O ministério da Educação e a Universidade de Trás-os-Montes e Alto Douro (UTAD) assinam o contrato-programa que formaliza o arranque do Mestrado Integrado em Medicina na segunda-feira, dia da tomada de posse do novo reitor, João Barroso.
A academia transmontana divulgou hoje, em comunicado, que a assinatura deste contrato representa “um momento de particular relevância para a UTAD, assinalando o início de um novo ciclo na sua oferta formativa na área da saúde e concretizando um projeto estratégico para a instituição e para a região”.
O contrato-programa será assinado pelo ministro da Educação, Ciência e Inovação, Fernando Alexandre, e o reitor João Barroso.

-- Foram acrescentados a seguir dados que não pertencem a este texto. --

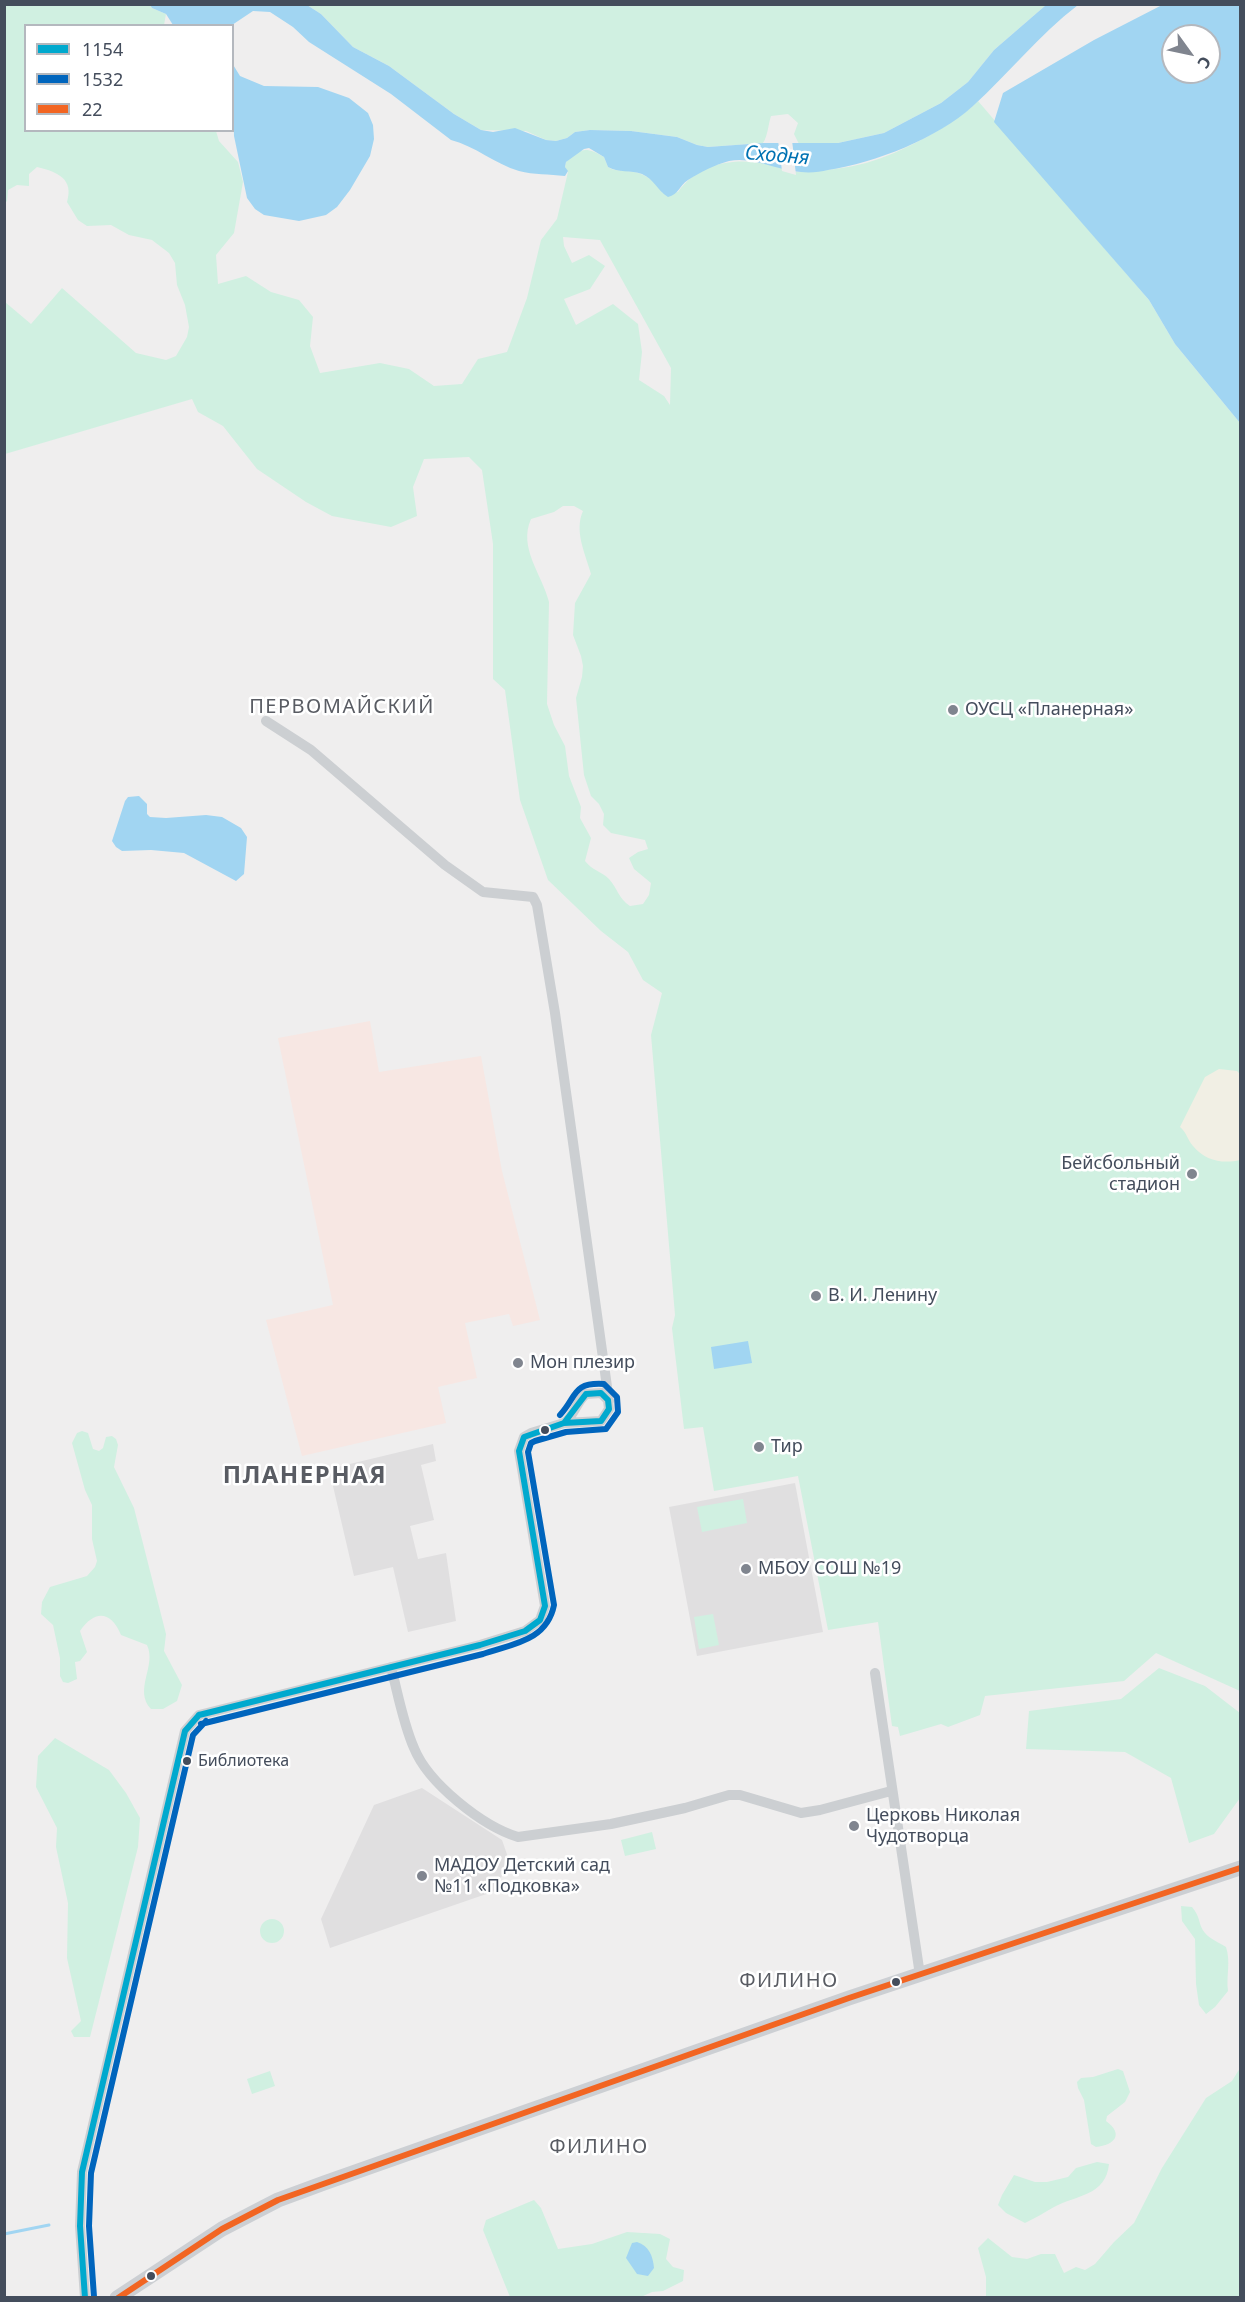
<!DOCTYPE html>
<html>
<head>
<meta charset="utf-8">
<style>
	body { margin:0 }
	#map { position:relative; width:1245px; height:2302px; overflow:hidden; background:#efeeee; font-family:"Noto Sans",sans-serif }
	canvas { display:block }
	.frame { position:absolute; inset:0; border:6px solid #444d5c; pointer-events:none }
	.legend { position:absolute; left:24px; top:24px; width:210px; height:108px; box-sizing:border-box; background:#fff; border:2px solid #b4b8be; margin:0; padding:8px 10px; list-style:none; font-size:18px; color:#444d5c }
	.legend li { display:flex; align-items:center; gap:12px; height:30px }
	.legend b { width:30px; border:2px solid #b4b8be }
	.north { position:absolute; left:1161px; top:24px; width:60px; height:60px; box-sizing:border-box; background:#fff; border:2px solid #b4b8be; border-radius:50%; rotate:123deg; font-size:16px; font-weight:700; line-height:24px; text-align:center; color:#444d5c }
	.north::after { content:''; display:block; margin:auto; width:21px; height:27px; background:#80858f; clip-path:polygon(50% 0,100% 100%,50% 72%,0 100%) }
</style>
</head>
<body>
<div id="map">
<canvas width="1245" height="2302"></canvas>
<div class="frame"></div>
<ul class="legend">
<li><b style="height:8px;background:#00a9ce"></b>1154</li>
<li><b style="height:8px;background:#0065bd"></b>1532</li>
<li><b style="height:8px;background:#f26522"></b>22</li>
</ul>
<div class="north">С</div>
</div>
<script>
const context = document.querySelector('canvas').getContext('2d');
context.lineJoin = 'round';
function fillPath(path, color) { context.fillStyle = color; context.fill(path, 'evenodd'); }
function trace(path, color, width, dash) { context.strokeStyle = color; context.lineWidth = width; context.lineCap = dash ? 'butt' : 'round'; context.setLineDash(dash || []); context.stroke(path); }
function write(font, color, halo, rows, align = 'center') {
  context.font = font + ' "Noto Sans",sans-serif'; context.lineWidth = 5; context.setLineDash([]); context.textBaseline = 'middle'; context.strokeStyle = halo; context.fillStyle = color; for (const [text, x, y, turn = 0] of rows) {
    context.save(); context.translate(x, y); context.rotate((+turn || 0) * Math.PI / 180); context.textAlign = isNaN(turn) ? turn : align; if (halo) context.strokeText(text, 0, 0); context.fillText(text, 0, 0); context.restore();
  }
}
const education = new Path2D(`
	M433,1444L436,1461L421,1465L434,1520L410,1526L418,1559L446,1553L456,1621L408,1632L393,1567L354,1576L329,1469Z
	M795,1483L823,1632L697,1656L669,1507Z
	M422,1788L502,1840L509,1860L495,1891L330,1948L321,1919L374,1805Z`);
const medical = new Path2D(`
	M370,1021L379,1072L481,1056L502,1171L540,1320L513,1326L509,1314L465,1323L477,1378L438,1387L446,1423L302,1456L266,1320L333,1305L278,1038Z`);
const green = new Path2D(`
	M5,5H150L152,8L166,14L164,25L26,26V130L216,131L219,141L238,162L243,182L234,233L216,255L218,284L246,276L271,292L299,300L313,317L310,346L320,373L380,363L409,369L434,386L462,384L478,359L507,352L527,298L541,240L557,219L568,172L565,167L566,162C580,147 587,147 604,157L608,167C614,171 620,170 627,171C644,172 654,180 663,193L678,192C699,161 738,157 772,165C782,167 793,173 803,172C823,171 847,168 866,163C899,154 954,125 978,101L1149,300L1175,344L1240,423V1691L1156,1653L1124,1681L985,1696L980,1715L948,1727L941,1724L900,1736L898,1727L892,1726L878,1622L828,1630L798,1476L714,1491L703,1427L684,1429L672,1328L675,1315L651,1035L662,993L643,980L628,952L601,931L548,880L520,800L505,690L493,679V544L482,470L469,457L424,459L413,487L417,516L391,527L332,516L306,502L257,469L223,426L198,412L192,399L5,454V302L31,324L62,288L136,353L166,360L176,356L187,337L189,327L185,305L177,285L175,263L169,253L152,240L129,235L111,225L87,226L78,220L67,202C74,179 58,172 37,167L29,174V186L17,185L8,190L7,201L5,203ZM563,237L600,240L671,368L670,405L664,396L639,380L642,352L638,324L613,304L576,325L564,299L590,289L605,266L589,255L572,263L564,246ZM563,506H574L583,511C574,531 585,553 591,574L575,603L573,635L581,656L583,666L582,677L576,698L584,775L591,796L599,804L604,814L603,825L611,833L645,840L648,849L638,852L629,858L634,869L651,883L649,895L643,904L630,906C618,898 618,889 609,879C601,871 593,871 585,861L591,838L580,818L581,807L569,776L565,746L554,725L547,704L549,602C542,574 518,548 531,519L554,512Z
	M307,5H1046L994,50L968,82L941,103L884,133L838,143L799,144L794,134L798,123L788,114L771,116C768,125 768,135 763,143L708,147L697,145L677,137L631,131L590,130L575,132L567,138L556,141L546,140L526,131L481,130L454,114L389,66L353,47L321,14Z
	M82,1431L88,1433L93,1449L99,1451L103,1448L106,1437L112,1436L116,1439L118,1445L114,1467L134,1508L166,1634L164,1651L182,1685L177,1701L163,1709H151C133,1690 157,1666 147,1645L121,1635C111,1610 94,1610 80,1631L87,1652L80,1661L75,1662L77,1679L68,1683L63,1682L60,1676V1658L53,1625L41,1614L42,1602L50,1587L87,1576L95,1567L97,1561L92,1539V1505L85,1490L72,1443L77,1433Z
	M743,1499L747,1523L702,1532L697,1507Z
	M713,1614L719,1645L699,1649L694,1617Z
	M1159,1668L1205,1686L1240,1713V1798L1214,1834L1189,1843L1171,1778L1125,1752L1026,1749L1029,1711L1121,1699Z
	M55,1738L109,1770L126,1793L140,1818L138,1847L90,2037H74L71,2031L81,2021L67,1958L68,1903L56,1847L57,1828L36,1787L38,1756Z
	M652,1832L656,1849L625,1856L621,1840Z
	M1181,1906L1192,1907C1201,1917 1198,1925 1205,1933C1210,1939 1220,1943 1226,1947C1231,1962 1226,1976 1228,1991L1215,2007L1206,2014L1199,2005L1196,1984L1195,1939L1182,1921Z
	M260 1931a12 12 0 1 1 24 0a12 12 0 1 1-24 0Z
	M1240,2068V2297H986V2277L978,2248L988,2238L1012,2257L1027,2259L1041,2254H1055L1064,2273L1076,2267L1085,2270L1095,2264L1114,2242L1134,2223L1162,2168L1206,2098L1232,2081Z
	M1118,2069L1123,2071L1130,2092L1125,2102L1107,2116L1106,2121C1124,2134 1115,2145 1096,2147L1091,2144L1084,2100L1078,2088L1077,2082L1081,2078L1093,2077Z
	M270,2071L275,2086L252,2094L247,2079Z
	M1097,2162L1109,2164C1106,2196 1076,2195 1054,2207C1044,2213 1035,2218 1025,2223L1006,2213L998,2205L1002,2195L1014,2175L1035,2182H1047L1068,2177L1076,2168Z
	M534,2200L541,2208L558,2249L592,2244L627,2232L660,2234L670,2239L666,2259L673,2267L684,2270L683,2281L663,2291L652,2292L641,2297H510L483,2230L486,2220Z`);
const sand = new Path2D(`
	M1219,1069L1237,1071L1240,1074V1160C1223,1164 1205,1161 1193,1146C1187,1139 1187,1133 1180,1127L1205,1077Z`);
const water = new Path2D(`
	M1164,4L1240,5V423L1175,344L1149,300L994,122L1003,93L1094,40ZM1173,36H1209V72H1173Z
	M150,5H307L321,14L353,47L389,66L454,114L481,130L493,132L515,128L546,140L556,141L567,138L575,132L590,130L631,131L677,137L697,145L708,147L763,143H838L884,133L941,103L968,82L994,50L1046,5H1078C1039,35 1009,73 973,106C938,138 875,163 828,170C820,172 810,173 801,172C778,171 753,156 729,161C714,165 701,172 688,180C679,186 679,194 668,197C657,190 654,179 642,174C631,170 618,173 608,167L604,157L589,148L584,149L566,162L565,167L568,171L565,176C549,174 534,175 519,171C495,164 475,146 451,140L391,94L309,42L293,27L270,12L253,11L232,25H173L166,14L152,8Z
	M232,63L240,76L264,86L318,87L349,98L368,113L373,125L374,139L370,156L350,190L337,207L326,215L299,221L264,215L255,209L247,198L234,136Z
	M139,796L147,804V814L150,817L166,818L206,815L222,817L241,828L247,837L244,874L236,881L184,853L151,850L122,851L116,847L112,841L125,801L128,797Z
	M748,1341L752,1363L714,1369L711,1347Z
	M637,2242C649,2246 653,2256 654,2268L648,2276L637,2274L626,2258L632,2243Z`);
const pier = new Path2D(`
	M778,140H792L796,175L782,171Z`);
const stream = new Path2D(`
	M4,2234L49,2225`);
const street = new Path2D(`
	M266,721L311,750L445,865L483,892L533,897L537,905L555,1013L609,1401
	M391,1667C398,1694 403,1723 414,1748C428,1783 482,1826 518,1837L611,1824L685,1808L729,1795H740L801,1813L820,1810L891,1791
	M875,1673L920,1975
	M85,2298L80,2226L82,2172L185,1731L199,1715L480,1645L525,1631L540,1620L545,1606L519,1451L524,1437L531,1433L564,1423L601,1421L609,1409L608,1400L601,1393L586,1394C576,1402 575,1415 564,1423`);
const secondary = new Path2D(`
	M117,2298L222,2229L278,2200L324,2183L849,1998L1240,1868`);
const bus1 = new Path2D(`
	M601,1393L608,1400L609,1409L601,1421L564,1423L586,1394Z
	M199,1715L480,1645L525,1631L540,1620L545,1606L519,1451L524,1437L564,1423
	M85,2298L80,2226L82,2172L185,1731L199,1715`);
const bus2 = new Path2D(`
	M201,1724L483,1654C512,1644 547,1641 554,1605L528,1452L531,1443L535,1441L566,1432L606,1429L618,1412L617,1397L604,1384C572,1382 577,1397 560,1415
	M94,2297L89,2226L91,2173L193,1735L206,1721`);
const bus3 = new Path2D(`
	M118,2298L222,2229L278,2200L849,1998L1240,1868`);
const markers = [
	[953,710,6,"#80858f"],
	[1192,1174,6,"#80858f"],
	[816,1296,6,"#80858f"],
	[518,1363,6,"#80858f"],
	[545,1430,5,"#444d5c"],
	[759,1447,6,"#80858f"],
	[746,1569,6,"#80858f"],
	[187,1761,5,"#444d5c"],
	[854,1826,6,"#80858f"],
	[422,1876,6,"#80858f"],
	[896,1982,5,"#444d5c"],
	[151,2276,5,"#444d5c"]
];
const busNames = [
	["Библиотека",198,1761]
];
const poiNames = [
	["ОУСЦ «Планерная»",965,710],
	["Бейсбольный",1180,1164,"right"],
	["стадион",1180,1185,"right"],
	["В. И. Ленину",828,1296],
	["Мон плезир",530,1363],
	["Тир",771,1447],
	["МБОУ СОШ №19",758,1569],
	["Церковь Николая",866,1816],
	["Чудотворца",866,1837],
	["МАДОУ Детский сад",434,1866],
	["№11 «Подковка»",434,1887]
];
const waterNames = [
	["Сходня",777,156,5]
];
const neighbourhoodNames = [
	["ПЕРВОМАЙСКИЙ",342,707],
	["ФИЛИНО",789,1981],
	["ФИЛИНО",599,2147]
];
const districtNames = [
	["ПЛАНЕРНАЯ",305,1476]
];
fillPath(education, '#e0dfe0');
fillPath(medical, '#f7e7e3');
fillPath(green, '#d0f0e1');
fillPath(sand, '#f1efe4');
fillPath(water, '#a1d5f2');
fillPath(pier, '#efeeee');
trace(stream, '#a1d5f2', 3);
trace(street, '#cccfd2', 10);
trace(secondary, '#cccfd3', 15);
trace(bus1, '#00a9ce', 6);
trace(bus2, '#0065bd', 6);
trace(bus3, '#f26522', 6);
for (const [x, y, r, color] of markers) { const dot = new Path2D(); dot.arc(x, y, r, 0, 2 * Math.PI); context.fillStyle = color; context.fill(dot); trace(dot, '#fff', 2); }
write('16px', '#444d5c', '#fff', busNames, 'left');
write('18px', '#444d5c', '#fff', poiNames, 'left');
write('italic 20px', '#0072b3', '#fff', waterNames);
context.letterSpacing = '1.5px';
write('20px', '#595c63', '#fff', neighbourhoodNames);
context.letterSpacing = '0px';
context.letterSpacing = '1.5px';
write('bold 24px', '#595c63', '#fff', districtNames);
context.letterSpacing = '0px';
</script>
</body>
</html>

O Mestrado Integrado em Medicina arranca em setembro com 40 vagas e numa parceria com a Unidade Local de Saúde de Trás-os-Montes e Alto Douro (ULSTMAD).
O plano de estudos assenta o ensino em pequenos grupos, em casos clínicos e também na simulação, para o que será criado um centro de simulação na ULSTMAD, que agrega os hospitais de Vila Real, Chaves e Lamego e unidades de saúde de 21 concelhos.
O novo curso centra ainda atenções na humanização e na proximidade com o paciente, bem como nos cuidados de saúde primários e nos cuidados preventivos.
O mestrado integrado em Medicina, que se quer criar em Vila Real, foi acreditado pela Agência de Avaliação e Acreditação do Ensino Superior (A3ES), por um período condicional de dois anos.
Após o anúncio da aprovação do curso de Medicina na UTAD, em novembro, o ministro da Educação repetiu várias vezes que o contrato programa, só seria assinado depois da tomada de posse do novo reitor, devido ao impasse na instalação do Conselho Geral da academia.
Antes da assinatura do contrato-programa, decorre a cerimónia de investidura do novo reitor da UTAD, João Barroso, eleito pelo Conselho Geral a 29 de junho.
O novo reitor é docente da Escola de Ciências e Tecnologia da UTAD, tendo integrado a equipa reitoral por três vezes, a última das quais como vice-reitor.
Em entrevista recente à agência Lusa, João Barroso apontou o seu foco ao arranque do Mestrado Integrado em Medicina, nas obras nas residências de estudantes que têm que estar concluídas a 31 de agosto e no relatório para a avaliação da academia que é preciso finalizar até dezembro.
O novo reitor destacou ainda a vontade de “unir a academia”.
A UTAD viveu desde março de 2025 num impasse devido a uma divergência na designação dos membros cooptados do Conselho Geral, órgão que elege o reitor, que acabou nos tribunais e levou à intervenção do ministro da Educação.
O Conselho Geral ficou completo em abril, depois da tomada de posse dos membros eleitos e da eleição do presidente deste órgão, o advogado Ricardo Sá Fernandes.
Na segunda-feira, após a tomada de posse do reitor, serão empossados os membros da nova equipa reitoral, designadamente os vice-reitores João Santos (Investigação e Inovação), Amélia Silva (Ensino), Levi Leonido (Cooperação, Cultura e Comunicação) e Vasco Amorim (Infraestruturas, Planeamento e Qualidade), bem como os pró-reitores José Cravino (Assuntos Académicos e Inovação Pedagógica), Marlene Loureiro (Comunicação e Imagem), Conceição Rainho (Saúde e Bem-estar), Patrícia Poeta (Internacionalização) e Arsénio Reis (Inovação e Transição Digital).